Nvidia Previews Rubin CPX Graphics Card For Disaggregated Inference - News

Nvidia Corp. today previewed an upcoming chip, the Rubin CPX, that will power artificial intelligence appliances with 8 exaflops of performance.

AI inference involves two main steps. First, an AI model analyzes the information on which it will draw to answer the user’s prompt. Once the analysis is complete, the algorithm generates its prompt response one token at a time. Today, the two tasks are usually done using the same hardware.

Nvidia plans to take a different approach with its future AI systems. Instead of performing both steps of the inference workflow using the same graphics card, it plans to assign each step to a different chip. The company calls this approach disaggregated inference.

Nvidia’s upcoming Rubin CPX chip is optimized for the initial, so-called context phase of the two-step inference workflow. The company will use it to power a rack-scale system called the Vera Rubin NVL144 CPX (pictured.) Each appliance will combine 144 Rubin CPX chips with 144 Rubin GPUs, upcoming processors optimized for both phases of the inference workflow. The accelerators will be supported by 36 central processing units.

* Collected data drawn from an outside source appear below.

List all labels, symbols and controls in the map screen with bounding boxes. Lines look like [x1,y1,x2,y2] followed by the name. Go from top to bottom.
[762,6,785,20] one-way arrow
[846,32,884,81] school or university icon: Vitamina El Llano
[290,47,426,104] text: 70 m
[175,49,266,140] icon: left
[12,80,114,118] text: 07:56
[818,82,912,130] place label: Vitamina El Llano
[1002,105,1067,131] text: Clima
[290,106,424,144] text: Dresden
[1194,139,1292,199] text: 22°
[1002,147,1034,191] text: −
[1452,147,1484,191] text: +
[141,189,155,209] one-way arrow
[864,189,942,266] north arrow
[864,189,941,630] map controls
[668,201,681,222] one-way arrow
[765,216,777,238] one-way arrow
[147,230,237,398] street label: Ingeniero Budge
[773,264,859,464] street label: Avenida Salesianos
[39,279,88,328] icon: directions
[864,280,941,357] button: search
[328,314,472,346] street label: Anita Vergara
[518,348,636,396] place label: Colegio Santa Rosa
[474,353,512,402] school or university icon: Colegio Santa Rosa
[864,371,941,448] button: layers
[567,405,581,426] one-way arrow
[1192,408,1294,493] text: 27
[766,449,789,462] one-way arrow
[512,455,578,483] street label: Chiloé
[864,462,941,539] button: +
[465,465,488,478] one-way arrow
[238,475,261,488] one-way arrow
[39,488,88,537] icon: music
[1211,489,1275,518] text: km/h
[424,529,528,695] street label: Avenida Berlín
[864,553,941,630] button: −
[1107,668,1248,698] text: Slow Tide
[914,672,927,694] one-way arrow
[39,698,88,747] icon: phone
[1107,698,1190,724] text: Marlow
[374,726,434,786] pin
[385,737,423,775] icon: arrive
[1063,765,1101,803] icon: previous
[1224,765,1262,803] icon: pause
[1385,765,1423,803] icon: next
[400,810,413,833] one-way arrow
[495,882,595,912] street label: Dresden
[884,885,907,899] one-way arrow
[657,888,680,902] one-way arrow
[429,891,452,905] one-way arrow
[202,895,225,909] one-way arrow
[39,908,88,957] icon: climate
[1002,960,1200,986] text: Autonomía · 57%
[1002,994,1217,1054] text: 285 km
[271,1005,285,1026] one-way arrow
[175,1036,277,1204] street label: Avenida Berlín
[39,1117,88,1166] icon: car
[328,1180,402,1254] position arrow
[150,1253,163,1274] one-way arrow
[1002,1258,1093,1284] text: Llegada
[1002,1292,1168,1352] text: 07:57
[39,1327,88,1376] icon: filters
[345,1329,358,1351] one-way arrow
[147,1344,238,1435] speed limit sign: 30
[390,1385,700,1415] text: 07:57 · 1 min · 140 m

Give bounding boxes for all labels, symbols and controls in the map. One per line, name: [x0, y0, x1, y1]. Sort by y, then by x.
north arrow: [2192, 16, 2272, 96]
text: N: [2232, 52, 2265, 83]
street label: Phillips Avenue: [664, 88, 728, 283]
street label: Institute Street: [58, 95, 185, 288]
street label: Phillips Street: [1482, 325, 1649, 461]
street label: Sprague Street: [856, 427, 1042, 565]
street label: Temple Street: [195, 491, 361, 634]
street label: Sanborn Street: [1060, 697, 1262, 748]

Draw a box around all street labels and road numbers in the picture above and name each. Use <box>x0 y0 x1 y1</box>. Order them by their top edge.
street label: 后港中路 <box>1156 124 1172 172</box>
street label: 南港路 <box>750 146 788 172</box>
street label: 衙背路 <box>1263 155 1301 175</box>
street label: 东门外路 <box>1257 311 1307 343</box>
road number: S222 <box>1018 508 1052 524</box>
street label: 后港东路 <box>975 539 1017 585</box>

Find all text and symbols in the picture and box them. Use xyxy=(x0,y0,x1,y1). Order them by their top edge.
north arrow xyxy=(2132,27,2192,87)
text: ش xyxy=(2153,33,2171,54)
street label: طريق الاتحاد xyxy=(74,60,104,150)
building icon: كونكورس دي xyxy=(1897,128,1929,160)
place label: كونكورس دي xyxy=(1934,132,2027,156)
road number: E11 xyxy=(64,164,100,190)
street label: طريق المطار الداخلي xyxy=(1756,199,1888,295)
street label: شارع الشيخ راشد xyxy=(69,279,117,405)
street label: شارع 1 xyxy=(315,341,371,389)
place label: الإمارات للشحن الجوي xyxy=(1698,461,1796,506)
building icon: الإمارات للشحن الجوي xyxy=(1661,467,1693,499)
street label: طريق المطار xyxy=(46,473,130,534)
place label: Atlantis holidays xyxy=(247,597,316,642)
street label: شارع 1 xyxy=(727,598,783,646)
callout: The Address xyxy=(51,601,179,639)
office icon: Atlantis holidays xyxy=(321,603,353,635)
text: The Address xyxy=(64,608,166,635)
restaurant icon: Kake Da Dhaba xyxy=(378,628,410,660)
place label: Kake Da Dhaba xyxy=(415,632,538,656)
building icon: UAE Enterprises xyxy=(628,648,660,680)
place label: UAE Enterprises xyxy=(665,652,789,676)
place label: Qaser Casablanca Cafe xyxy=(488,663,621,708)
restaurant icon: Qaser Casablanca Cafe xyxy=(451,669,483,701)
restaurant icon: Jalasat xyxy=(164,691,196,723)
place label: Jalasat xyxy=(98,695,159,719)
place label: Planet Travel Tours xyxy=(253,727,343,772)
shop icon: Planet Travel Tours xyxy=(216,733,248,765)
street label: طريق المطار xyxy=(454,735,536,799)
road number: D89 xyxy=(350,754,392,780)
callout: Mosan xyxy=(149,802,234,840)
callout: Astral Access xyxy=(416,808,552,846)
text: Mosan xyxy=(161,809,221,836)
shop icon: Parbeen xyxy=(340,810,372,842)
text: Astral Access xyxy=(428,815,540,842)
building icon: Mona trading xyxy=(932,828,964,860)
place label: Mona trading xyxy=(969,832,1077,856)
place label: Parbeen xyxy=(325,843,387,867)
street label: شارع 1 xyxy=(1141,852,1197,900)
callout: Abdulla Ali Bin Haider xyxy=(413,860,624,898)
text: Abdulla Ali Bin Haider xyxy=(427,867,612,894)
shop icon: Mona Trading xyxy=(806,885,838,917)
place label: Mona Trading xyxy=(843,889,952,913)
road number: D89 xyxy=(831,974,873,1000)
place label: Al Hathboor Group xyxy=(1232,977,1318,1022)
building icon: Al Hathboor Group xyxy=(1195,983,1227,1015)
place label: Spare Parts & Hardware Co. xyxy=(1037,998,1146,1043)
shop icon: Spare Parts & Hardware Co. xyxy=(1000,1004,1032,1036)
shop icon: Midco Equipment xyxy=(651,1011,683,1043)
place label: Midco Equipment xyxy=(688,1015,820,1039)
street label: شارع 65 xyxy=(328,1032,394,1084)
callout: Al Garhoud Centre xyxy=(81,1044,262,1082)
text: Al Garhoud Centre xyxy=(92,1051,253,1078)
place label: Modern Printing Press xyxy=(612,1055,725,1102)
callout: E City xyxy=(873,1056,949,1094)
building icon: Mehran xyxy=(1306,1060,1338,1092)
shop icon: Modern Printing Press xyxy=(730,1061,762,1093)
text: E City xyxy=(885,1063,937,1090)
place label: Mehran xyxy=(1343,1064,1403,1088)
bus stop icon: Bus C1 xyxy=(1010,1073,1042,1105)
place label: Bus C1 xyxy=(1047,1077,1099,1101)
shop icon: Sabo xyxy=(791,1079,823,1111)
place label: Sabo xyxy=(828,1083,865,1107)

The company says the upcoming system will provide 8 exaflops of computing capacity. One exaflop corresponds to a quintillion computing operations per second. That’s more than seven times the performance of the top-end GB300 NVL72 appliances currently sold by Nvidia.

Under the hood, the Rubin CPX is based on a monolithic die design with 128 gigabytes of integrated GDDR7 memory. Nvidia also included components optimized to run the attention mechanism of large language models.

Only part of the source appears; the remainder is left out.